By giving instant and unwarranted attention to the child’s inappropriate behaviour, we are negatively reinforcing the notion that crying and yelling can grant him anything he wishes. The rage and frustration in the child builds up with time as we increasingly reward him for his negative behaviour.
Giving in to such tantrums is a direct consequence of the utmost care and pampering that most Pakistani parents provide to their children. Likewise, it can also result from one or more parents’ inability to tolerate the crying sound for more than certain duration of time. Acting readily – at times blindly – in accordance with the child’s wishes seems the easy way out during that moment of tension, at times frustration, when one is trying hard to gather himself after a long day at work.
While doing so, we fail to realise that our instant submissive reaction in that moment will negatively build upon our child’s moral instincts and social behaviour. Sadly, this is exactly what our grandmothers and their mothers have practised with their kids and grandkids – particularly boys – in the yester years.
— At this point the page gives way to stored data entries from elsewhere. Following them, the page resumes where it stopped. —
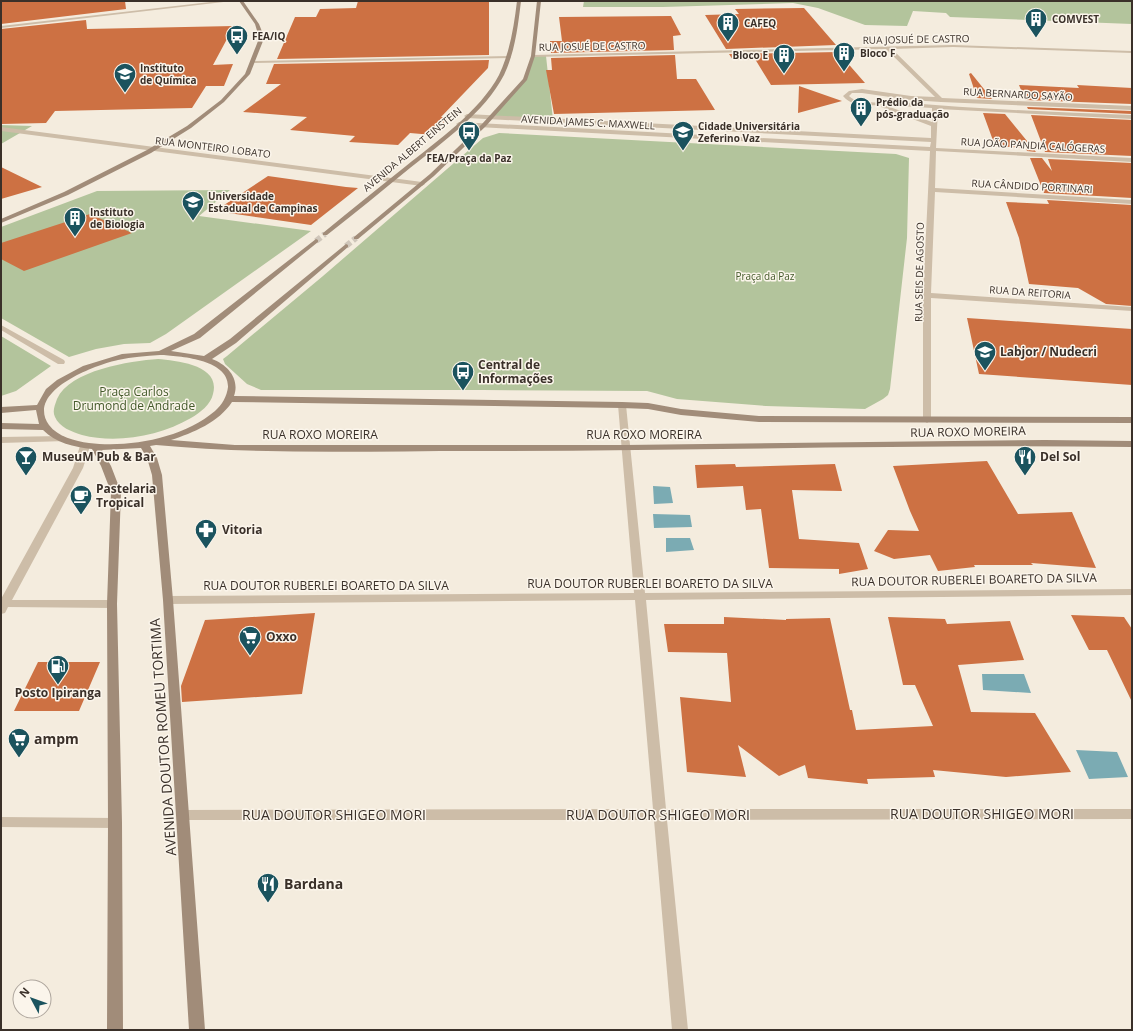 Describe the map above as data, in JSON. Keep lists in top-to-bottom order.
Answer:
{
  "streets": {
    "street": [
      "RUA JOSUÉ DE CASTRO",
      "RUA BERNARDO SAYÃO",
      "AVENIDA JAMES C. MAXWELL",
      "RUA JOÃO PANDIÁ CALÓGERAS",
      "RUA MONTEIRO LOBATO",
      "AVENIDA ALBERT EINSTEIN",
      "RUA CÂNDIDO PORTINARI",
      "RUA SEIS DE AGOSTO",
      "RUA DA REITORIA",
      "RUA ROXO MOREIRA",
      "RUA DOUTOR RUBERLEI BOARETO DA SILVA",
      "AVENIDA DOUTOR ROMEU TORTIMA",
      "RUA DOUTOR SHIGEO MORI"
    ]
  },
  "crossings": [
    ["AVENIDA JAMES C. MAXWELL", "RUA JOÃO PANDIÁ CALÓGERAS"],
    ["AVENIDA JAMES C. MAXWELL", "AVENIDA ALBERT EINSTEIN"],
    ["AVENIDA JAMES C. MAXWELL", "RUA SEIS DE AGOSTO"],
    ["RUA JOÃO PANDIÁ CALÓGERAS", "RUA SEIS DE AGOSTO"],
    ["RUA MONTEIRO LOBATO", "AVENIDA ALBERT EINSTEIN"],
    ["RUA CÂNDIDO PORTINARI", "RUA SEIS DE AGOSTO"],
    ["RUA SEIS DE AGOSTO", "RUA DA REITORIA"],
    ["RUA SEIS DE AGOSTO", "RUA ROXO MOREIRA"],
    ["RUA DOUTOR RUBERLEI BOARETO DA SILVA", "AVENIDA DOUTOR ROMEU TORTIMA"],
    ["AVENIDA DOUTOR ROMEU TORTIMA", "RUA DOUTOR SHIGEO MORI"]
  ],
  "parks": ["Praça da Paz", "Praça Carlos Drumond de Andrade"],
  "places": {
    "building": [
      "COMVEST",
      "CAFEQ",
      "Bloco F",
      "Bloco E",
      "Prédio da pós-graduação",
      "Instituto de Biologia"
    ],
    "bus stop": ["FEA/IQ", "FEA/Praça da Paz", "Central de Informações"],
    "school or university": [
      "Instituto de Química",
      "Cidade Universitária Zeferino Vaz",
      "Universidade Estadual de Campinas",
      "Labjor / Nudecri"
    ],
    "bar": ["MuseuM Pub & Bar"],
    "restaurant": ["Del Sol", "Bardana"],
    "cafe": ["Pastelaria Tropical"],
    "pharmacy": ["Vitoria"],
    "supermarket": ["Oxxo", "ampm"],
    "fuel station": ["Posto Ipiranga"]
  },
  "north": "top left"
} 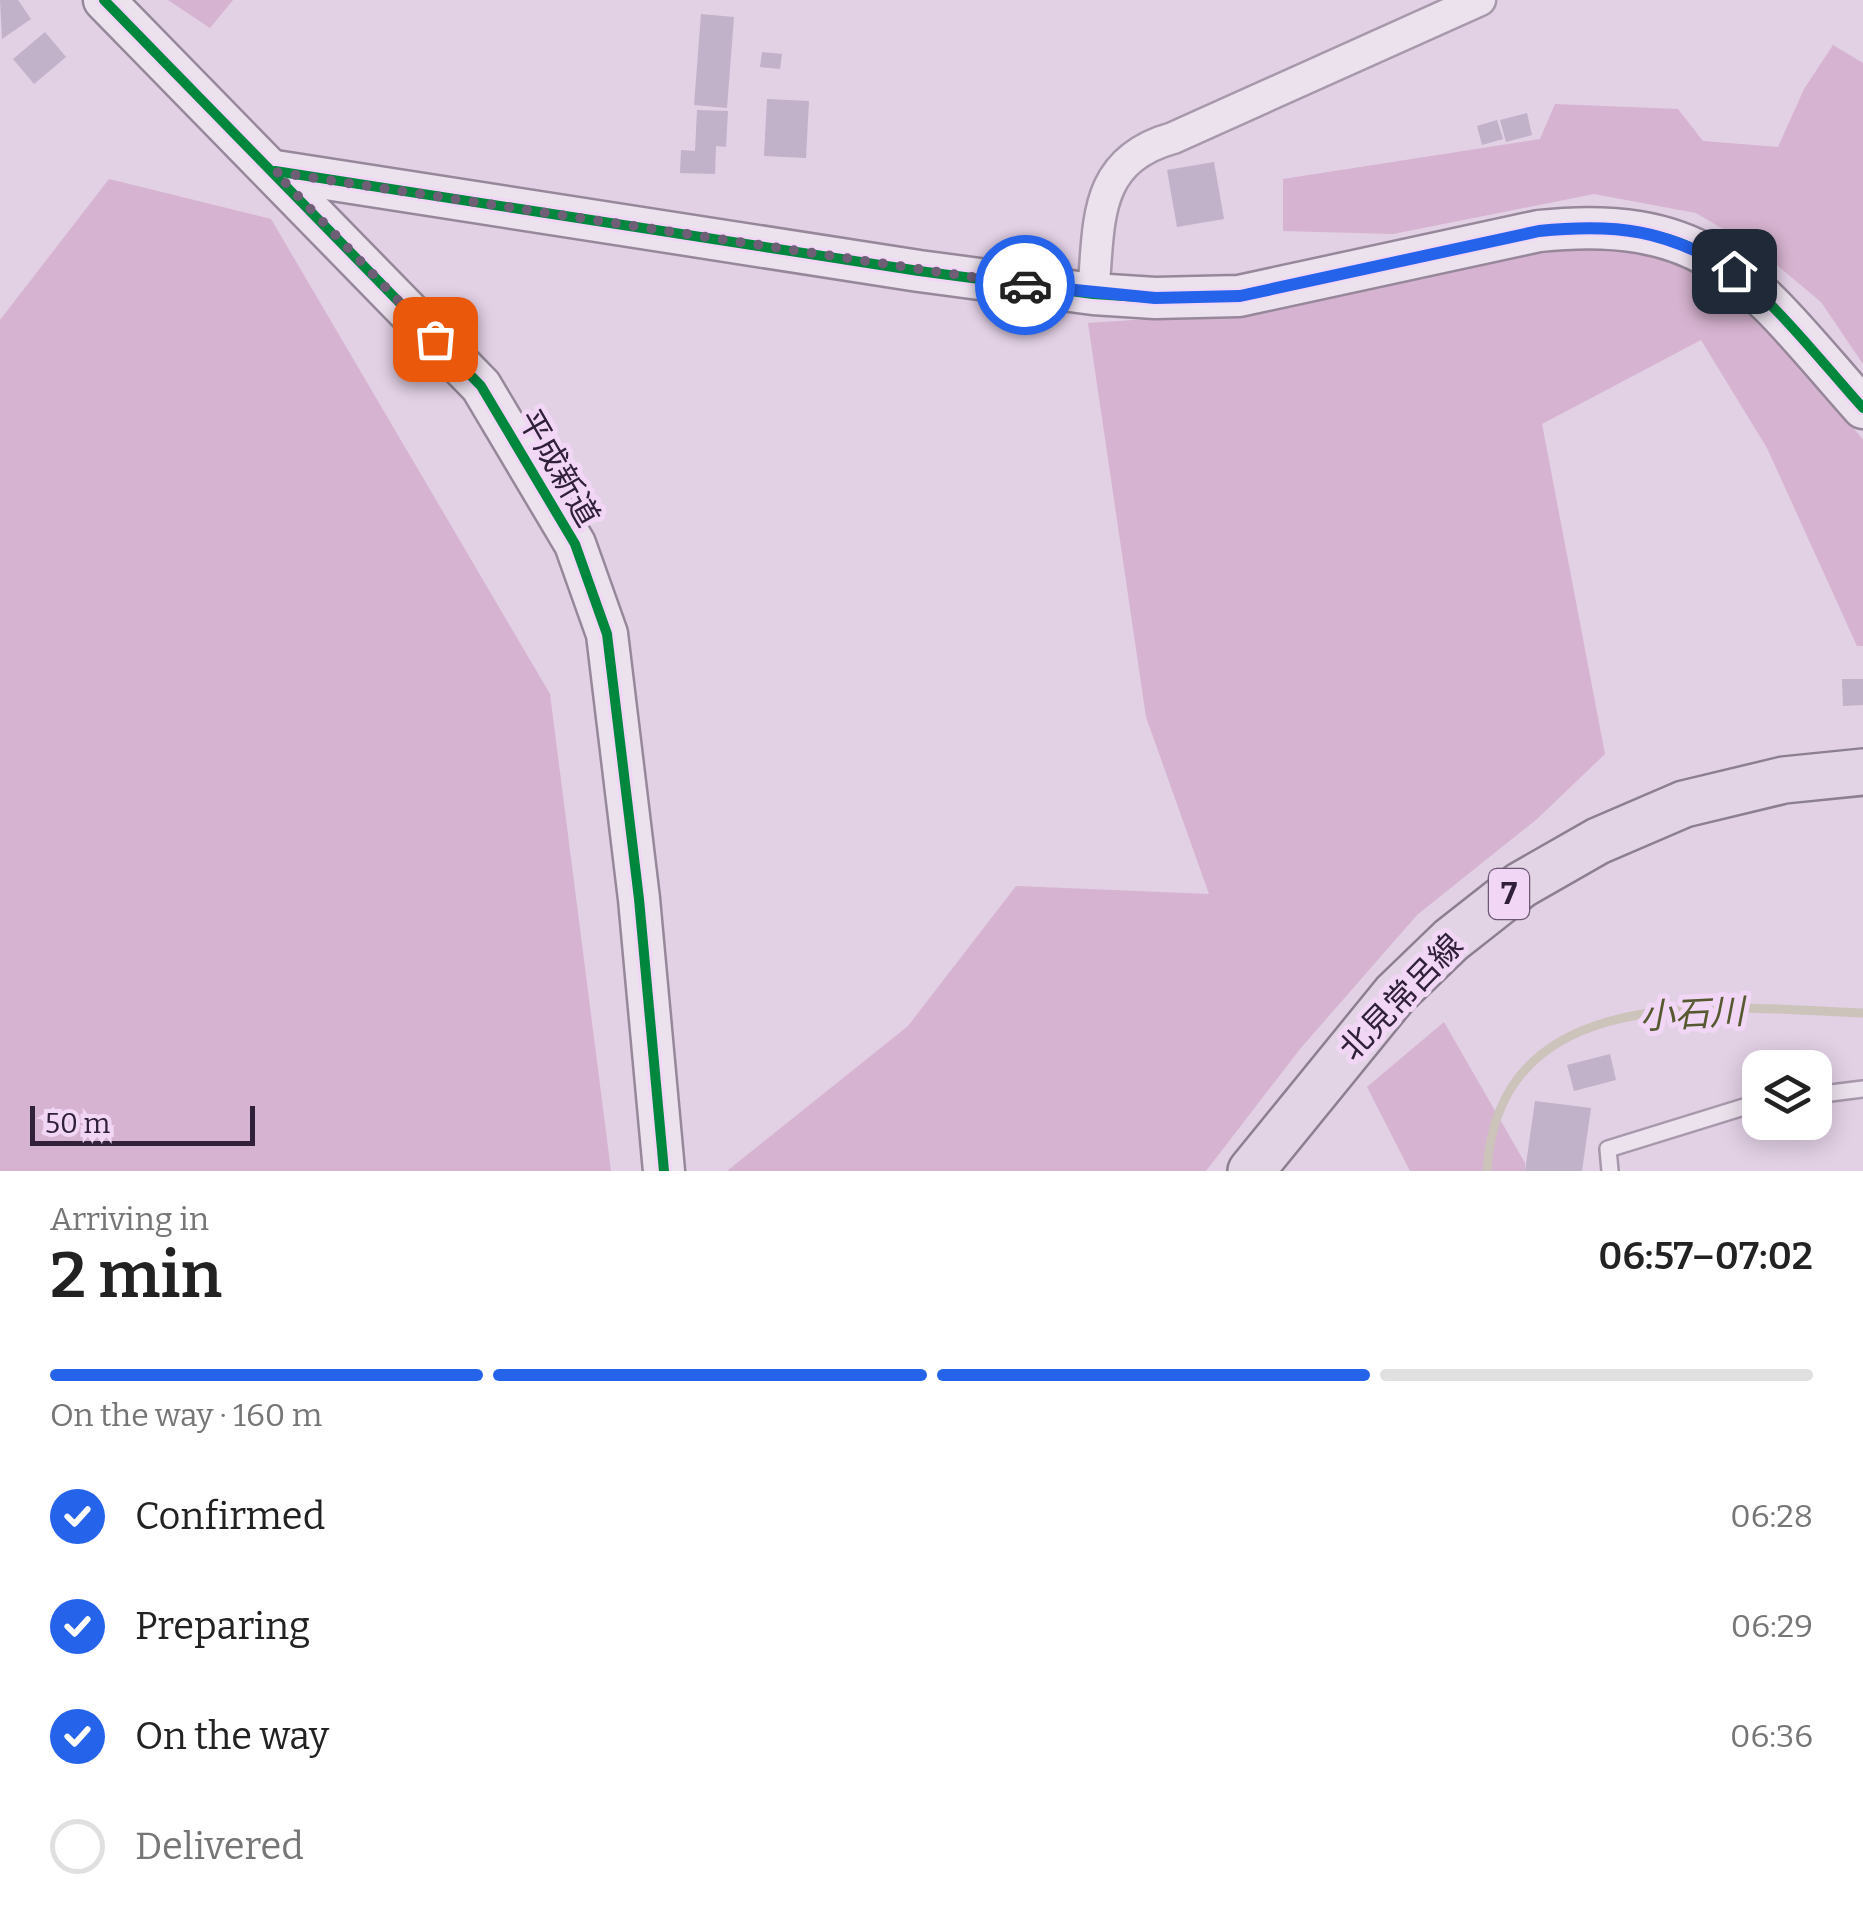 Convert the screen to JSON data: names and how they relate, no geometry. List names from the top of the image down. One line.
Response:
{"streets":{"main road":["7","北見常呂線"],"street":["平成新道"]},"water":["小石川"],"scale_bar":"50 m","page":{"scale":"50 m","heading":["2 min","Arriving in","06:57–07:02"],"bar":"On the way · 160 m","list":[["Confirmed","06:28"],["Preparing","06:29"],["On the way","06:36"],"Delivered"]}}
This unhealthy dose of care and attention, even during times when it should be totally avoided, is one of the reasons that build up rage and impatience in children. I often wonder if this aspect of upbringing is perhaps what makes us so intolerant, annoyed, and disgruntled as a nation, especially every time something goes against our wishes. It seems that we’ve been born incapable of practising actual self-control and patience. I strongly believe that the amalgamation of a child’s emotions and character in the future is dependent on how his parents reacted to his behaviours – good or bad – particularly, in the early years of his life.
By the age of two, children experience some understanding of morality. Their feelings begin to be triggered by what is right or wrong. Unfortunately, this is the time when most parents in Pakistan are yearning to make their kids learn ABCs and 123s, so that they can boast about their child’s “intelligence” prior to even joining school. This is an unfavourable attitude, the roots of which have slowly scathed our children’s early years with the worthless and unwarranted pressures of the world.
At least in the old days, parents weren’t as panic-stricken or possessed by the insane desire to make their kids outperform others in academics. It was either incessant love and care, or an ill-disposed spanking which their children’s negative behaviour warranted. While none were the correct course of action to be followed by parents in their child’s moment of inappropriate aggression (considering both granted the child the attention he sought for) they were at least constructively circled around fostering the child’s upbringing during an age when it most needed.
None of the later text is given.